A l’opposé ils citent les approches du phénomène en Allemagne où, contrairement à la France, les maisons closes sont légales; ils produisent l’offre d’emploi très sérieuse qu’une maison close de Berlin a mise en ligne pour rechercher « un testeur de prostituées qui lui permette d’offrir à ses clients un service de qualité « …
….l’annonce stipule que les candidats peuvent être des candidates, qu’ils doivent avoir un diplôme universitaire et être capables de parler plusieurs langues, dont le français….
Les deux militants rappellent que la convention de 1949 des Nations Unies pour la répression de la traite des êtres humains et de l’exploitation de la prostitution d’autrui avait déjà fait de la prostitution une atteinte à la dignité…mais que 60 ans ont passé, que la prostitution est toujours une entreprise florissante et le bilan que tire le mouvement du Nid confirme que la violence y est toujours très présente, que le « client » est toujours vu comme un acteur « dans son droit », que les politiques publiques se caractérisent par leur immobilisme, qu’il ne sert de rien de parler d’égalité, de lutte contre les violences faites aux femmes comme de déclarer la lutte contre la prostitution « Grande Cause Nationale » dans la déclaration de 2010 du gouvernement, si la même complaisance envers les proxénètes et les « prostitueurs clients » perdure.
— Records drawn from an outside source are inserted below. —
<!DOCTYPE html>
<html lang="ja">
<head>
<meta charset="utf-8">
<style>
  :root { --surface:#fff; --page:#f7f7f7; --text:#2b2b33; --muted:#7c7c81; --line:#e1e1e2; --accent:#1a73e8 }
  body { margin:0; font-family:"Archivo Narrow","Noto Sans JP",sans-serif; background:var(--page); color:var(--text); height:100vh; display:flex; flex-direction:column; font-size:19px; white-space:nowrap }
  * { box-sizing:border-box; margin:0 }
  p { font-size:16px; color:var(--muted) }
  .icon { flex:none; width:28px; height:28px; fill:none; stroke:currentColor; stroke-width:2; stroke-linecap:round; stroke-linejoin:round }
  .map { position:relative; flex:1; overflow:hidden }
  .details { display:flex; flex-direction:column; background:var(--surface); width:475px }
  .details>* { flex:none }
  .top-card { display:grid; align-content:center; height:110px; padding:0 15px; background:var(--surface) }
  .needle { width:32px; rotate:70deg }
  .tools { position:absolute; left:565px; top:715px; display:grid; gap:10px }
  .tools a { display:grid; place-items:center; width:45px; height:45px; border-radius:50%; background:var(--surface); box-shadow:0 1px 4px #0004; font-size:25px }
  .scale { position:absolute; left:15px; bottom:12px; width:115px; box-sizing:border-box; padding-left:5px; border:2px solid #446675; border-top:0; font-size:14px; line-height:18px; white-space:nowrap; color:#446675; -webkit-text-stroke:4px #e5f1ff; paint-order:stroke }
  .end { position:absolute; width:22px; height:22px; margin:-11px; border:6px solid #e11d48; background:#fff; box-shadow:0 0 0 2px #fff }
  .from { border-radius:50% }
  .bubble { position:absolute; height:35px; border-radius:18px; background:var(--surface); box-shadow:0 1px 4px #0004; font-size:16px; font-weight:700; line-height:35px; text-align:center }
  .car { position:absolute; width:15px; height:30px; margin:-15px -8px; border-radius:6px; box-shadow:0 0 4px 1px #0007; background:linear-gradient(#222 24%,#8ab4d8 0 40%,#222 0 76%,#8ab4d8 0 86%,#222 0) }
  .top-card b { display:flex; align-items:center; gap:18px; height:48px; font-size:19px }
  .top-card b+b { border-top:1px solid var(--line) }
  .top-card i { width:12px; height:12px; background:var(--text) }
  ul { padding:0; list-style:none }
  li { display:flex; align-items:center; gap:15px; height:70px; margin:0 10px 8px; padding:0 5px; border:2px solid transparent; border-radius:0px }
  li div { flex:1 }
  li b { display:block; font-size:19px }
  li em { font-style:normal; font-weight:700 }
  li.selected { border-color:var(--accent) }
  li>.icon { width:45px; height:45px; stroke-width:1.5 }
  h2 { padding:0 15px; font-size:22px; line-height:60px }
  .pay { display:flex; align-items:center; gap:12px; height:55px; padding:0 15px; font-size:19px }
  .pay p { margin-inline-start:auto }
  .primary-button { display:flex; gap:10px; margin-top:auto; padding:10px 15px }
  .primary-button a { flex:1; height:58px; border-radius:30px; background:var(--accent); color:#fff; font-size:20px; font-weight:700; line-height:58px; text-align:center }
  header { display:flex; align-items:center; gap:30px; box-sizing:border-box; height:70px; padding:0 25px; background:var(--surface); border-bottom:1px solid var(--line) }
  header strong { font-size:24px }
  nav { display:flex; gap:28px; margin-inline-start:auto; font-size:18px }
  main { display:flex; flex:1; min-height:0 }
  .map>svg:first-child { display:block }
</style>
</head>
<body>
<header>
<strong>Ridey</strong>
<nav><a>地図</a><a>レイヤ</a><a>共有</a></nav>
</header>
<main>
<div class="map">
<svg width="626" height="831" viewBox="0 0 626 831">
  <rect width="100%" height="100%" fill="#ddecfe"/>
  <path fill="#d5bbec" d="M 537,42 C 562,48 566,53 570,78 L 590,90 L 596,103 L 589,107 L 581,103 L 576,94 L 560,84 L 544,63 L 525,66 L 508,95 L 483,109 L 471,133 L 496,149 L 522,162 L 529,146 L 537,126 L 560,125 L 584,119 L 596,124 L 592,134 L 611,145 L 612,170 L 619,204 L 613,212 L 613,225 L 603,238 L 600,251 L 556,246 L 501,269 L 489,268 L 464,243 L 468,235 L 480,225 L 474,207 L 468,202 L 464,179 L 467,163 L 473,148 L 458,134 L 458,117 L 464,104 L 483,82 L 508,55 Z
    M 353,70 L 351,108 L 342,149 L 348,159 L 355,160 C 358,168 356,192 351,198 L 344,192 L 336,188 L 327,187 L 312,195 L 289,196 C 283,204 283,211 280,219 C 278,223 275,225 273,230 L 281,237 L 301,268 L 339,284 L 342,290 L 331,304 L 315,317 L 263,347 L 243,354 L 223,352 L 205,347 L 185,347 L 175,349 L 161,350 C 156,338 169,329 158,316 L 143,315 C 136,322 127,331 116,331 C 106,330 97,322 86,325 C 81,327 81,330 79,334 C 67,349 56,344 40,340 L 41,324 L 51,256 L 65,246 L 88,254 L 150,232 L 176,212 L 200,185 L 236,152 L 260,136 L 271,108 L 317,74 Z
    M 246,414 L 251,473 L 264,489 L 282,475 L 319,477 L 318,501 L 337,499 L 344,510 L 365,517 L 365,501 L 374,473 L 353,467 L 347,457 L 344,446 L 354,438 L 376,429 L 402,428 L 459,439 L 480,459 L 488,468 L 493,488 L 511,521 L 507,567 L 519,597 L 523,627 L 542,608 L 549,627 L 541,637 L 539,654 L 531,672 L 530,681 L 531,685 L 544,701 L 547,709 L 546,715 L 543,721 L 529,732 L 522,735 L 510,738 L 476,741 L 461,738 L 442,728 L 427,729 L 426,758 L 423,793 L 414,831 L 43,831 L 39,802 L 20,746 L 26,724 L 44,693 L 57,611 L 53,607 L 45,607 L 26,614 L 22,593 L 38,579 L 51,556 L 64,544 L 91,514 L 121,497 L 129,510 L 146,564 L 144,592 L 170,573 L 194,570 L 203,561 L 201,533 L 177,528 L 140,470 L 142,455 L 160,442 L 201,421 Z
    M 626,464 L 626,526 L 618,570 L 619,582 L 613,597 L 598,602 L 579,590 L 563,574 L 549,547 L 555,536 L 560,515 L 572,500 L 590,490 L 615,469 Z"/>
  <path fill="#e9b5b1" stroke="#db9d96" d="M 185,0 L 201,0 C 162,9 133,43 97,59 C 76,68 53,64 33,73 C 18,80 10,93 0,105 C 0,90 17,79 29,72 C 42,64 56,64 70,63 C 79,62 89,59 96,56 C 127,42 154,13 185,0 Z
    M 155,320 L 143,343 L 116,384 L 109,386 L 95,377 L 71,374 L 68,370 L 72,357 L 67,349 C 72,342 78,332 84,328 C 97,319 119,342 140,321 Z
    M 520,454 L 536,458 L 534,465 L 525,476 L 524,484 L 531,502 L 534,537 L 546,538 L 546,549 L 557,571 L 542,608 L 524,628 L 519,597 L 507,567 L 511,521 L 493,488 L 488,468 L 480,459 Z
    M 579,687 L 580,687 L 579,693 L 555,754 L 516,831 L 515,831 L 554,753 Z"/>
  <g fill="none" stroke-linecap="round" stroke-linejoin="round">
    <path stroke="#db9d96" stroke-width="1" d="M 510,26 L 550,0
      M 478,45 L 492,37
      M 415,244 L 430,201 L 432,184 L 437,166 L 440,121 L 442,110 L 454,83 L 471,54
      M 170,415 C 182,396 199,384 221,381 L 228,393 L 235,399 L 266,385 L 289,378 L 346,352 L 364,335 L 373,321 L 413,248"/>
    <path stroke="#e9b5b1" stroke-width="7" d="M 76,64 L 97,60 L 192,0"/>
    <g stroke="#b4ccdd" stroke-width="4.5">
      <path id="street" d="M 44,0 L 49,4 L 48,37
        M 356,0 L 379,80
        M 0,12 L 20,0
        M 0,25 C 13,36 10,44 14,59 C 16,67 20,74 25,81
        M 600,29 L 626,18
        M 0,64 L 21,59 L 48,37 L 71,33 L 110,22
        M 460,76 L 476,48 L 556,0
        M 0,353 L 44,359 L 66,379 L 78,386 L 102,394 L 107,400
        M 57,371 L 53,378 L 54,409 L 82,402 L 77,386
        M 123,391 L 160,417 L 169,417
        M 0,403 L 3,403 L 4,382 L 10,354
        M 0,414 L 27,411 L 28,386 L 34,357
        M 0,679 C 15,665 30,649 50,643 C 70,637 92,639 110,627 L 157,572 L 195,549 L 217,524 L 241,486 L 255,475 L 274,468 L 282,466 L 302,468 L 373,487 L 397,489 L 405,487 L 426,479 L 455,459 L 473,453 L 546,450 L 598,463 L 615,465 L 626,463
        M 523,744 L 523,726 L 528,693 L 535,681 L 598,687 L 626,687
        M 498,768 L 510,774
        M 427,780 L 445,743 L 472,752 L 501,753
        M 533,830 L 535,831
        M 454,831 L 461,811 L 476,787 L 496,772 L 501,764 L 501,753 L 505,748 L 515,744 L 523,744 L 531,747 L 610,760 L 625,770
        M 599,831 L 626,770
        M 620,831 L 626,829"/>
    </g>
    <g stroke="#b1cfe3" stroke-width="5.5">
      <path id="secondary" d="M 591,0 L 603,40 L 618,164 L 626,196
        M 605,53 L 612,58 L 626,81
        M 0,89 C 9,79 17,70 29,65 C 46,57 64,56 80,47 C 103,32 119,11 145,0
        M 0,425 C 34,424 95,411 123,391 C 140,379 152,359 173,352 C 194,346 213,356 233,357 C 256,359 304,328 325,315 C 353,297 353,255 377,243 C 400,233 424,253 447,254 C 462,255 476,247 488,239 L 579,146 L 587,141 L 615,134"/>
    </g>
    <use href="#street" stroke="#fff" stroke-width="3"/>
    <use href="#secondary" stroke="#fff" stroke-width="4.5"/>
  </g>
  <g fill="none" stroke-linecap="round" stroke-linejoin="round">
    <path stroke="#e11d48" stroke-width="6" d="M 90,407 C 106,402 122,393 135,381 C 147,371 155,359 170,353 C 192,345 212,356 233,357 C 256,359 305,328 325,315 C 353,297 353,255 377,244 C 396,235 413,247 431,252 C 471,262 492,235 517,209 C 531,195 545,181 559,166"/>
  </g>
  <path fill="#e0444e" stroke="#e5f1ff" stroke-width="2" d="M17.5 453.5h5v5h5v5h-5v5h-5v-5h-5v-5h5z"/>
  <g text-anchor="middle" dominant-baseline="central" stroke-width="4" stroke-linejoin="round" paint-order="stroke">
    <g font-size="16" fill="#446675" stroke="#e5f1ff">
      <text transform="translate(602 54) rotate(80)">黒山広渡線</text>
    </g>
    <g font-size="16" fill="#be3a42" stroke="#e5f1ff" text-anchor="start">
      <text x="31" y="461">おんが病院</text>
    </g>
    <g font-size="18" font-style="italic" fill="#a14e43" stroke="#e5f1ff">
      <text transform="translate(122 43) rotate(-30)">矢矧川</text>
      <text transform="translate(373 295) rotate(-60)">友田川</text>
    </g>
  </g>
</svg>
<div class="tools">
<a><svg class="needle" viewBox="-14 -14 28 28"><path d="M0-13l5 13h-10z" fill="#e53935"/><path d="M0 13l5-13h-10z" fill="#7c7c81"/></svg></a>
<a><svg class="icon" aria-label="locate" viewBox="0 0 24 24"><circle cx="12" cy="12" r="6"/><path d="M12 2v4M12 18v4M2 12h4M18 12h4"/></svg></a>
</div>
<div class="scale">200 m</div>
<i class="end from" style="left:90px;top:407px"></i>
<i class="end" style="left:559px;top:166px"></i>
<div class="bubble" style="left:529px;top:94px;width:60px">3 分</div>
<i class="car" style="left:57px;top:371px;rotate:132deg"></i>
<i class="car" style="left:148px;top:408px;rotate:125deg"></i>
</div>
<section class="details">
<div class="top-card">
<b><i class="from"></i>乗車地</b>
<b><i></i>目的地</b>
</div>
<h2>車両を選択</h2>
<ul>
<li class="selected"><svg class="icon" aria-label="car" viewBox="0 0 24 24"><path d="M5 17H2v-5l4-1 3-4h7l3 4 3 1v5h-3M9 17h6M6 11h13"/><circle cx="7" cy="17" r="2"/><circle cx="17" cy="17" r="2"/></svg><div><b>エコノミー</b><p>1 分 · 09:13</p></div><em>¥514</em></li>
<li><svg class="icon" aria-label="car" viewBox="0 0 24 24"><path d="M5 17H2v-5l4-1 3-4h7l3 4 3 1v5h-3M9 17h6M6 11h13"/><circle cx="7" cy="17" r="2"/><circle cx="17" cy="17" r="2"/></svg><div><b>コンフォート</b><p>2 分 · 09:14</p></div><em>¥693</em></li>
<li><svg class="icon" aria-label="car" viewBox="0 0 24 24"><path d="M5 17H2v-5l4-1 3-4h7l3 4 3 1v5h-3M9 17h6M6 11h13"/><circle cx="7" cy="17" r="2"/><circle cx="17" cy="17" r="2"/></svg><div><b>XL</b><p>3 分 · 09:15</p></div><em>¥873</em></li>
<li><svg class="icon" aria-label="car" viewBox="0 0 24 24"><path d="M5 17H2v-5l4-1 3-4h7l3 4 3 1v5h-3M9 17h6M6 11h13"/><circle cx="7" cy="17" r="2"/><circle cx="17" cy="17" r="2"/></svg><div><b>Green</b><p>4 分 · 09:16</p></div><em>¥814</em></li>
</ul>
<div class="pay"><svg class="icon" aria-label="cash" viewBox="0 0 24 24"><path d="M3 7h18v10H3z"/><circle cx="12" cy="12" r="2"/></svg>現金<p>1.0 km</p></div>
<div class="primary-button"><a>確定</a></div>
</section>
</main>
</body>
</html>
Le coût économique et social
K.B et L.S soulignent par ailleurs que la prostitution aujourd’hui en France a un coût économique et social.
Dès 2014 la Commission européenne proposait aux Etat membres d’accroître leur « richesse nationale » en incluant le chiffre d’affaires de la prostitution dans le calcul de leur PIB !
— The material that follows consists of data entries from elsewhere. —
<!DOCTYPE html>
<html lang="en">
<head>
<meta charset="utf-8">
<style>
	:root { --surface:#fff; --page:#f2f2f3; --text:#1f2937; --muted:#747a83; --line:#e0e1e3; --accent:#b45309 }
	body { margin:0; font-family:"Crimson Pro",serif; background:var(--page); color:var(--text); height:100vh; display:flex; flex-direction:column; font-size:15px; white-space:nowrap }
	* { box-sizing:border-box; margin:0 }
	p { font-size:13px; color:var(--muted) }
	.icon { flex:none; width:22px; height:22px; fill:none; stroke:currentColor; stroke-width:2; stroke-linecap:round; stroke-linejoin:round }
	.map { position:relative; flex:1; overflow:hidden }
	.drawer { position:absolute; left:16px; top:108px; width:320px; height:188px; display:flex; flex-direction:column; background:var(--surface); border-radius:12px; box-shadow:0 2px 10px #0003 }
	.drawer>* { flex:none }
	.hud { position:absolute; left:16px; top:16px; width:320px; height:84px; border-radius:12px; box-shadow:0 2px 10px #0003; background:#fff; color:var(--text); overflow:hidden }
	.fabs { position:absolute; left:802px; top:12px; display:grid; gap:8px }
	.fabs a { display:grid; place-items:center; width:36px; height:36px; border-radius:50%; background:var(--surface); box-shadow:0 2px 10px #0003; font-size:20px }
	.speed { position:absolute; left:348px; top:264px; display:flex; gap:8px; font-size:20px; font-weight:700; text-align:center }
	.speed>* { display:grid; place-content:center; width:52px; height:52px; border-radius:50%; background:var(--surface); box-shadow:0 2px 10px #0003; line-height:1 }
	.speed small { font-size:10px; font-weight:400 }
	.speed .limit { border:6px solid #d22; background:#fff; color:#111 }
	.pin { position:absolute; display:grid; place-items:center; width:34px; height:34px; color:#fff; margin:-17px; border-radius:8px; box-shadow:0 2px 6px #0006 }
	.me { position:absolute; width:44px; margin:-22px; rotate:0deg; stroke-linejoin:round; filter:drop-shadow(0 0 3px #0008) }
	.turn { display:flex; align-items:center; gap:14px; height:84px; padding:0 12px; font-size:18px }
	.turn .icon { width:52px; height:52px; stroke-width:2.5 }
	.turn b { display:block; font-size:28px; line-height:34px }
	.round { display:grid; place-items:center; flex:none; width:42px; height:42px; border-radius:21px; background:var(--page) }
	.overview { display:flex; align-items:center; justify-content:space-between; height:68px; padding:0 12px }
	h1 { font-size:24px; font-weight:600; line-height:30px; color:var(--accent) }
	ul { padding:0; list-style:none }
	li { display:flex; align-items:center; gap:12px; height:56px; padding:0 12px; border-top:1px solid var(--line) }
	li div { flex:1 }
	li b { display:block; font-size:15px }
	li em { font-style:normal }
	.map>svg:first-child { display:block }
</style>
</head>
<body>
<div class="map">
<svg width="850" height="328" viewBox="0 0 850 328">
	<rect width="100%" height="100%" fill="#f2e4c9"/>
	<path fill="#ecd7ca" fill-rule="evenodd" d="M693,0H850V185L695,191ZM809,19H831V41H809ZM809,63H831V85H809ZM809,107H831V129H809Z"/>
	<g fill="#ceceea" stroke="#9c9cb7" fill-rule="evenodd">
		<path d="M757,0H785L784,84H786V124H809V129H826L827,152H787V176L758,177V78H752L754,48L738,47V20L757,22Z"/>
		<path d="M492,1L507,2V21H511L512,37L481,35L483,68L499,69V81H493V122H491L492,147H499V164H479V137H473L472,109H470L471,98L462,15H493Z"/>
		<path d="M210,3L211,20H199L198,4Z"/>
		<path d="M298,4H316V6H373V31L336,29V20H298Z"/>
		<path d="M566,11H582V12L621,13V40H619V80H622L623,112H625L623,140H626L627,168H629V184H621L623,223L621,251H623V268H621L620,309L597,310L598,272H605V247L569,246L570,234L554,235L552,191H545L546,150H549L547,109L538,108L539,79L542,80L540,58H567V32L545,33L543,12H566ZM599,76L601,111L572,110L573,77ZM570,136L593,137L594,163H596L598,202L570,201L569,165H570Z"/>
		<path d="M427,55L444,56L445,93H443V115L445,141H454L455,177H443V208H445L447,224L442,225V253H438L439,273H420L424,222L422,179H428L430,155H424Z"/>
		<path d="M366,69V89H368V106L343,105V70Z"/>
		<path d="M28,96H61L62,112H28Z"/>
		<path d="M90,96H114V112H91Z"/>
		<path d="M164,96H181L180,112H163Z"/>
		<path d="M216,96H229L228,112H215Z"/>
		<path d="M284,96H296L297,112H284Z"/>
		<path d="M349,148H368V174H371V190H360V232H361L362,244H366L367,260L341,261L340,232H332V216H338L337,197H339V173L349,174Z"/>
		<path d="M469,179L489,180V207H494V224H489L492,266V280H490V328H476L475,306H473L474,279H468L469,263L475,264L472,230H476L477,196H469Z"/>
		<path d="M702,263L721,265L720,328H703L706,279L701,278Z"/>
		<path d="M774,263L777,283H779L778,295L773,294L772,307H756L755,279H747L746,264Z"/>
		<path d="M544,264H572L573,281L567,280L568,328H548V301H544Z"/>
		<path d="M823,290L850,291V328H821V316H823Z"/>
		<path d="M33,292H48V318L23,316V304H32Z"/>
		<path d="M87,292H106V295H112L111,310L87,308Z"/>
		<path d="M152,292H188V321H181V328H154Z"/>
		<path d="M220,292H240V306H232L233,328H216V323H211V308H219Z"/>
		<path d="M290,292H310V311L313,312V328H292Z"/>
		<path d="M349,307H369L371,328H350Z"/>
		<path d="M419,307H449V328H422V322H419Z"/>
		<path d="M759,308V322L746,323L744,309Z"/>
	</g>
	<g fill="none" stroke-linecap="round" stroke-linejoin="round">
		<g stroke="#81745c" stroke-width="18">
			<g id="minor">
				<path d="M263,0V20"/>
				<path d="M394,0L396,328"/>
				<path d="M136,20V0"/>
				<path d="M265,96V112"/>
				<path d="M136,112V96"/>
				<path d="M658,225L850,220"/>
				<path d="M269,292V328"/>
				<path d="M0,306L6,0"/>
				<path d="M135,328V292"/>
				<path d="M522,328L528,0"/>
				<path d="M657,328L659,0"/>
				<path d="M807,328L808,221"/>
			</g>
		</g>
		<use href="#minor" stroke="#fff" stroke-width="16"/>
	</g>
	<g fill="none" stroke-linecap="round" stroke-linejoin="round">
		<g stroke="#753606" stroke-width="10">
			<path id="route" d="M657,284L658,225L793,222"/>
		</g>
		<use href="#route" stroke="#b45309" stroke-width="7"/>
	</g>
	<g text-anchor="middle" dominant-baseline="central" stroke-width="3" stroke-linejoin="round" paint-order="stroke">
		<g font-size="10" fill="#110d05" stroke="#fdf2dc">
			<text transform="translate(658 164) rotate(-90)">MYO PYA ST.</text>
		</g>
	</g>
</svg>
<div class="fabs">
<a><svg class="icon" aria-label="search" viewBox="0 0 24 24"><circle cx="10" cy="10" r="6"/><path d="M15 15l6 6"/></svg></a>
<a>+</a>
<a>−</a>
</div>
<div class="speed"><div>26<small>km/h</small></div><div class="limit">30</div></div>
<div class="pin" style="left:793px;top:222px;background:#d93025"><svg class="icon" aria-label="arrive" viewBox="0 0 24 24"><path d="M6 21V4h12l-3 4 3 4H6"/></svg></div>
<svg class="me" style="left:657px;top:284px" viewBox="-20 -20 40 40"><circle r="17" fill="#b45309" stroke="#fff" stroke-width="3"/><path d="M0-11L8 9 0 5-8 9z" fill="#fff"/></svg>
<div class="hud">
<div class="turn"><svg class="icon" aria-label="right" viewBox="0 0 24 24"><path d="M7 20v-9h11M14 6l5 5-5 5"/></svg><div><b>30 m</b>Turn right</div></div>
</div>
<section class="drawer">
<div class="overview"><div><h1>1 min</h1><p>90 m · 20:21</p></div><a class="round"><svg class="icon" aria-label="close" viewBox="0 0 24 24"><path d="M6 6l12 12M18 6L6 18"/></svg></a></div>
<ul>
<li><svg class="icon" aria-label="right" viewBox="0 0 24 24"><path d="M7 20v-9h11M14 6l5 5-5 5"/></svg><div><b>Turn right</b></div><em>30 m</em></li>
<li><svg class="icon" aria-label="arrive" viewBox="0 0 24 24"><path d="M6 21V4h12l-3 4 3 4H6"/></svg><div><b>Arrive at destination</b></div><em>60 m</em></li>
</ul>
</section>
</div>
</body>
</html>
Mais notre INSEE a refusé de se plier à la demande européenne en expliquant que « la prostitution s’apparentait moins à une prestation de services librement consentie qu’à une exploitation des personnes les plus précaires »….
L’étude Prostcost, quant à elle (mai 2015) conduite par Psytel et le Mouvement du Nid France réfute ce mythe de la prostitution créatrice de croissance et propose une estimation du double fardeau économique et social que le système prostitutionnel fait peser sur ses victimes et sur la société toute entière.
Ne citons que les coûts globaux (en euros) parmi les 29 postes identifiés par l’étude :
Pour 37 000 personnes estimées prostituées en France (dont 9 250 en contact avec des associations) un coût total annuel est estimé à1,6 milliard pour la société française, soit :
- 86 millions de coûts directs médicaux et 35 millions de coûts directs non médicaux (dont frais de justice, services de police, administration pénitentiaire…)
- 58 millions de conséquences sociales directes (dont activités de prévention d’insertion, d’hébergement d’urgence) et 306 millions indirectes (dont placement des enfants, homicides, suicides…)
- 853 millions en évasion fiscale
- 311 millions en coût humain pour les personnes (dont violences et préjudices estimés)
40 ans après les actions d’ULLA et de ses amies qui occupaient une église à Lyon pour protester contre un article du code pénal sanctionnant « une attitude de nature à provoquer la débauche » il s’agit toujours du même combat.
Pour le Nid il s’agit désormais de s’appuyer sur cette loi de pénalisation du client pour mobiliser la société contre cette violence faite aux femmes : la prostitution.